Sensory systems evolve to detect and transduce stimuli that are most relevant to an animal’s physiological or behavioral context. Ancient cartilaginous fishes, such as sharks, skates, and rays, possess specialized electrosensory organs, called ampullae of Lorenzini, that sense external electric fields as small as 5 nV/cm. Electroreception is used to facilitate a variety of behaviors including predation, communication, and navigation. For example, sharks use passive electroreception primarily for predation, while skates also actively produce and sense specific electrical signals as a form of communication. How do these unique sensory systems adapt to detect behaviorally relevant signals?
In this study, we analyzed shark and skate electrosensory cells to determine whether discrete physiological properties could contribute to behaviorally-relevant sensory tuning. We found that electrical signals activated shark and skate electrosensory cells through a similar low threshold voltage-gated calcium channel, but that each species employed distinct potassium channels to modulate this activity. Electrosensory cells from sharks expressed specially adapted voltage-gated potassium channels that supported large, repetitive membrane voltage spikes capable of driving near-maximal vesicular release from elaborate ribbon synapses. By contrast, skates used a calcium-activated potassium channel to produce small, tunable membrane voltage oscillations that elicited stimulus-dependent vesicular release.

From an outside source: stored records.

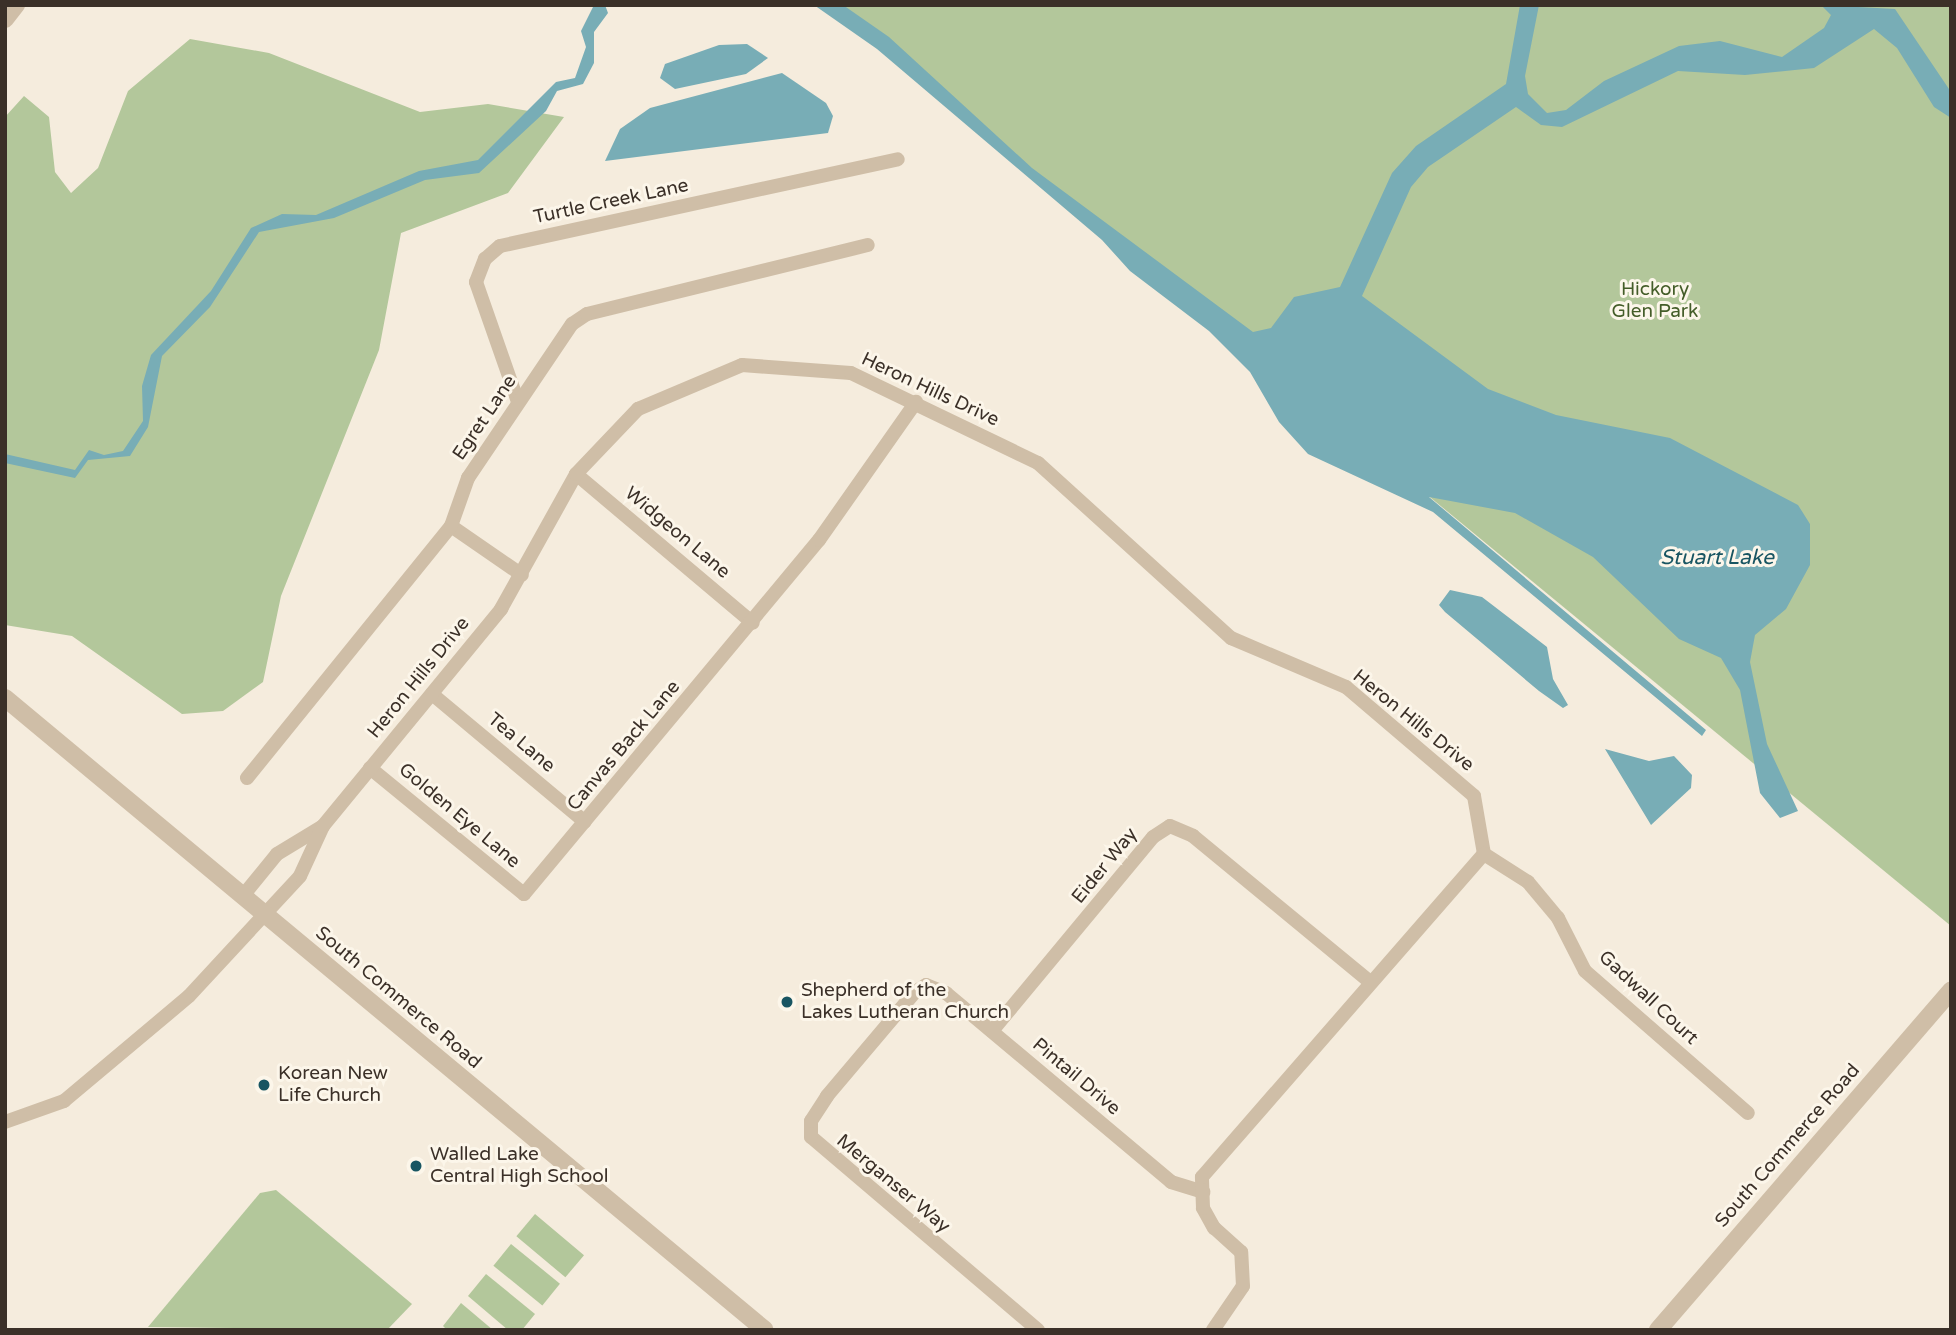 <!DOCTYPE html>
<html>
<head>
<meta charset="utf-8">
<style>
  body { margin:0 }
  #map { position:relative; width:1956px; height:1335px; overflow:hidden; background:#f5ecdd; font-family:"Varela Round",sans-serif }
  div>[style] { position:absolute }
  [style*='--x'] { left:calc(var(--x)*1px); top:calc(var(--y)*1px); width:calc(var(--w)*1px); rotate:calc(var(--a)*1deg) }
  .green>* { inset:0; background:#b3c79b; transform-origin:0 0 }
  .water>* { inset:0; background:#78adb6 }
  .minor>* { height:14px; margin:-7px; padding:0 7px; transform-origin:7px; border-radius:7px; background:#cfbea7 }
  .tertiary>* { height:18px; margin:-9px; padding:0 9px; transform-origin:9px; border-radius:9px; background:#cfbea7 }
  .dots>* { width:19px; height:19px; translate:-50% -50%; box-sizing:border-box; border:4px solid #fcf6ea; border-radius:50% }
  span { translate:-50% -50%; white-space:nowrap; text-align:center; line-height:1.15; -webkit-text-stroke:6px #fcf6ea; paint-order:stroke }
  .street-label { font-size:19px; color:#3b3028 }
  .park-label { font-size:19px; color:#445d29 }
  .poi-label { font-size:19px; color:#3b3028 }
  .left { translate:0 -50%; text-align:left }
  .water-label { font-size:21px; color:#185562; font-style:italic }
  .frame { position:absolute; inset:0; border:7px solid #3b3028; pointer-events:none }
</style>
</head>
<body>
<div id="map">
  <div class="green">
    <div style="clip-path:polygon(832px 5px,1951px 5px,1951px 926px)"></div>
    <div style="clip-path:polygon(190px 39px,269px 53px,420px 112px,488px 104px,564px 117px,508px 193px,401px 233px,379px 350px,281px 596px,263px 682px,223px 711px,182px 714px,72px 636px,5px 625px,5px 117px,24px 96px,49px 117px,55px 172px,71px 193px,98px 168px,128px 91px)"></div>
    <div style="clip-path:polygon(276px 1190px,412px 1304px,387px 1330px,148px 1327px,260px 1193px)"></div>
    <div style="left:535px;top:1214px;width:64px;height:29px;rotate:40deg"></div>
    <div style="left:511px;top:1244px;width:63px;height:28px;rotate:39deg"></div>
    <div style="clip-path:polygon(486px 1274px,535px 1314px,522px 1330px,508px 1330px,468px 1296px)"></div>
    <div style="clip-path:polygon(461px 1303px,493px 1330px,447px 1330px,443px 1326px)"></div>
  </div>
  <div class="water">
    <div style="clip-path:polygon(594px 5px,605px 5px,608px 13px,594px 32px,594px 63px,583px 84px,557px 91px,546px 111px,479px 173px,425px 180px,334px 218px,259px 232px,210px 307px,162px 356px,148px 427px,130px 456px,88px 460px,75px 478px,5px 463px,5px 454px,75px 470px,89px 450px,104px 455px,123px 451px,143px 421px,142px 386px,151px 355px,211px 291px,251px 228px,282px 214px,316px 215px,419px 171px,478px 160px,556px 82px,575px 78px,586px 47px,581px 31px)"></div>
    <div style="clip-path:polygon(814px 5px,843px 5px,889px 37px,1032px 168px,1253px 332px,1271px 328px,1294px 297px,1340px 287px,1392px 173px,1416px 146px,1506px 84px,1520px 5px,1539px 5px,1525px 76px,1528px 94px,1547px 113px,1566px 110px,1604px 81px,1679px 46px,1720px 41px,1782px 57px,1824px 28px,1831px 15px,1821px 5px,1895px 9px,1951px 92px,1951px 118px,1934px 107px,1897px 48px,1874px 29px,1814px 68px,1745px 75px,1678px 71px,1562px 127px,1541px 125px,1516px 107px,1428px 167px,1411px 187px,1362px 296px,1488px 389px,1556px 415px,1670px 438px,1798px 505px,1810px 524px,1810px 565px,1786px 609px,1755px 635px,1750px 662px,1767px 744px,1798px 811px,1780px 818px,1760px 793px,1740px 690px,1721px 658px,1679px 639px,1593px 557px,1515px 513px,1429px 497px,1706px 730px,1702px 736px,1433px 512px,1308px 454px,1279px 422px,1250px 372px,1209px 331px,1130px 271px,1102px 240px,877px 49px)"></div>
    <div style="clip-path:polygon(747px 44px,768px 58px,746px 74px,675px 89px,660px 78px,665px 64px,719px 45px)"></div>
    <div style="clip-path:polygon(782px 73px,826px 103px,833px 116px,828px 133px,605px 161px,620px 129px,650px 108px)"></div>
    <div style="clip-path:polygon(1450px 590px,1482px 597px,1547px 647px,1553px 679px,1568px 705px,1563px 708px,1539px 691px,1445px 612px,1439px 605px)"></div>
    <div style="clip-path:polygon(1605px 749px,1649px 761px,1674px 756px,1692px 775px,1691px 788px,1651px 825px)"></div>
  </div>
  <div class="minor">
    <div style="--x:518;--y:402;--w:127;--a:-109.3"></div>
    <div style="--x:476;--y:282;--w:25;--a:-69"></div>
    <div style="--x:485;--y:259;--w:20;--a:-41"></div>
    <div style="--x:500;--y:246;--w:407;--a:-12.3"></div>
    <div style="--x:576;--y:474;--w:231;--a:40.1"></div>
    <div style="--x:451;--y:526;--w:86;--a:34.6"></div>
    <div style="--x:432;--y:694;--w:199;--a:39.9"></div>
    <div style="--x:370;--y:768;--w:199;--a:39.3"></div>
    <div style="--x:524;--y:894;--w:461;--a:-50.2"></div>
    <div style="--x:819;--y:540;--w:169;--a:-54.9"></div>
    <div style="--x:247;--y:778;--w:324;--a:-51"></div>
    <div style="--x:451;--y:526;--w:51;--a:-70.5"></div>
    <div style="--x:468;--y:478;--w:186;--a:-56"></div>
    <div style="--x:572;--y:324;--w:18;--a:-34"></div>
    <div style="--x:587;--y:314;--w:289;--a:-13.8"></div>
    <div style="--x:242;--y:897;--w:55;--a:-50.9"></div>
    <div style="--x:277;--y:854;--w:54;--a:-31.3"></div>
    <div style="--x:992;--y:1031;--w:252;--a:-50.3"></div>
    <div style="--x:1153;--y:837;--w:20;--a:-33"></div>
    <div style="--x:1170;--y:826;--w:25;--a:23"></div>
    <div style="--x:1193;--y:836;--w:228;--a:39.5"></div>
    <div style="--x:5;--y:1122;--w:63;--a:-19.6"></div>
    <div style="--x:64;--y:1101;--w:163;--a:-40"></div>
    <div style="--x:189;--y:996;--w:163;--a:-47.2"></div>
    <div style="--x:300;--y:876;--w:55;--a:-65.3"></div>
    <div style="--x:323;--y:826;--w:281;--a:-50.6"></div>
    <div style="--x:501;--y:609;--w:154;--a:-60.9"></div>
    <div style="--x:576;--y:474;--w:90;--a:-46.4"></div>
    <div style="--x:638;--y:409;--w:113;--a:-22.9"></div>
    <div style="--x:742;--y:365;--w:109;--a:4.2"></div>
    <div style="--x:851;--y:373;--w:208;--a:25.7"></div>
    <div style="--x:1038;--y:463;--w:261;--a:42.2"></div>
    <div style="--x:1231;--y:638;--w:125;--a:23.1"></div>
    <div style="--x:1346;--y:687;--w:168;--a:40.4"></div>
    <div style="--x:1474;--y:796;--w:59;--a:80.2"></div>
    <div style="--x:1038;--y:1330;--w:298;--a:-139.6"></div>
    <div style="--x:811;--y:1137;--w:16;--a:-90"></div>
    <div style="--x:811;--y:1121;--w:30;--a:-57"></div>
    <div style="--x:827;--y:1096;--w:136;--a:-49.8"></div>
    <div style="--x:915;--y:992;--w:13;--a:-32"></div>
    <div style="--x:926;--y:985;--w:22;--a:22"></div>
    <div style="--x:946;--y:993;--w:294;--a:40"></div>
    <div style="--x:1171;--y:1182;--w:34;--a:17"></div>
    <div style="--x:1213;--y:1330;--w:53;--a:-55.7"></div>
    <div style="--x:1243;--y:1286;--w:34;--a:-93"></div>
    <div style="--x:1241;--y:1252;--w:36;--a:-138"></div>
    <div style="--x:1214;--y:1228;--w:23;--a:-119"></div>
    <div style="--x:1203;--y:1208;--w:31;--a:-92"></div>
    <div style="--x:1202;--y:1177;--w:429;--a:-48.9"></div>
    <div style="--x:1484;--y:854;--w:52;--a:32.5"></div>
    <div style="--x:1528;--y:882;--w:47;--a:50.2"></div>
    <div style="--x:1558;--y:918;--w:59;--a:63"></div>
    <div style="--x:1585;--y:971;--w:216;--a:41.1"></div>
  </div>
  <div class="tertiary">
    <div style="--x:5;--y:19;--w:18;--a:-52"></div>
    <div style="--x:5;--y:698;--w:988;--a:39.75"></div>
    <div style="--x:1658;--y:1330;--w:449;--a:-49.2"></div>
  </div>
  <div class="dots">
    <div style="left:787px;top:1002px;background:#185562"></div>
    <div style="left:264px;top:1085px;background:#185562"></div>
    <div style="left:416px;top:1166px;background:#185562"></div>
  </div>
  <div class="street-label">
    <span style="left:611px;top:202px;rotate:-12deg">Turtle Creek Lane</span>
    <span style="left:930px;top:390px;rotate:25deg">Heron Hills Drive</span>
    <span style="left:485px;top:418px;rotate:-56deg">Egret Lane</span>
    <span style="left:677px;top:533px;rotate:40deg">Widgeon Lane</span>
    <span style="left:419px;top:678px;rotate:-51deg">Heron Hills Drive</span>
    <span style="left:1413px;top:721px;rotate:39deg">Heron Hills Drive</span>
    <span style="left:521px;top:743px;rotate:40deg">Tea Lane</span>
    <span style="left:624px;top:746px;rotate:-50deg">Canvas Back Lane</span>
    <span style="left:459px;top:816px;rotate:40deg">Golden Eye Lane</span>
    <span style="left:1105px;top:866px;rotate:-51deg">Eider Way</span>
    <span style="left:398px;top:998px;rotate:40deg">South Commerce Road</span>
    <span style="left:1648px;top:998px;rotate:43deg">Gadwall Court</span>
    <span style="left:1076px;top:1077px;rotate:40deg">Pintail Drive</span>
    <span style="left:1788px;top:1146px;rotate:-49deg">South Commerce Road</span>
    <span style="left:893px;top:1184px;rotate:40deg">Merganser Way</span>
  </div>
  <div class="park-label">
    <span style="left:1655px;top:301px">Hickory<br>Glen Park</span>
  </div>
  <div class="poi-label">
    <span class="left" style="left:801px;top:1002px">Shepherd of the<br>Lakes Lutheran Church</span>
    <span class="left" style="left:278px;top:1085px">Korean New<br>Life Church</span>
    <span class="left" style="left:430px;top:1166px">Walled Lake<br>Central High School</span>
  </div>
  <div class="water-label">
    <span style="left:1717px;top:558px">Stuart Lake</span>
  </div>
  <div class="frame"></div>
</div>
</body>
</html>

Similarly, behaving sharks responded equally to electric fields of any frequency, while skates responded specifically to low frequency signals resembling those produced by their own electric organ. We propose that these sensory adaptations support amplified indiscriminate signal detection in sharks compared with selective frequency detection in skates, potentially reflecting the electroreceptive requirements of these elasmobranch species. Our findings demonstrate how sensory systems adapt to suit the lifestyle or environmental niche of an animal through discrete molecular and biophysical modifications.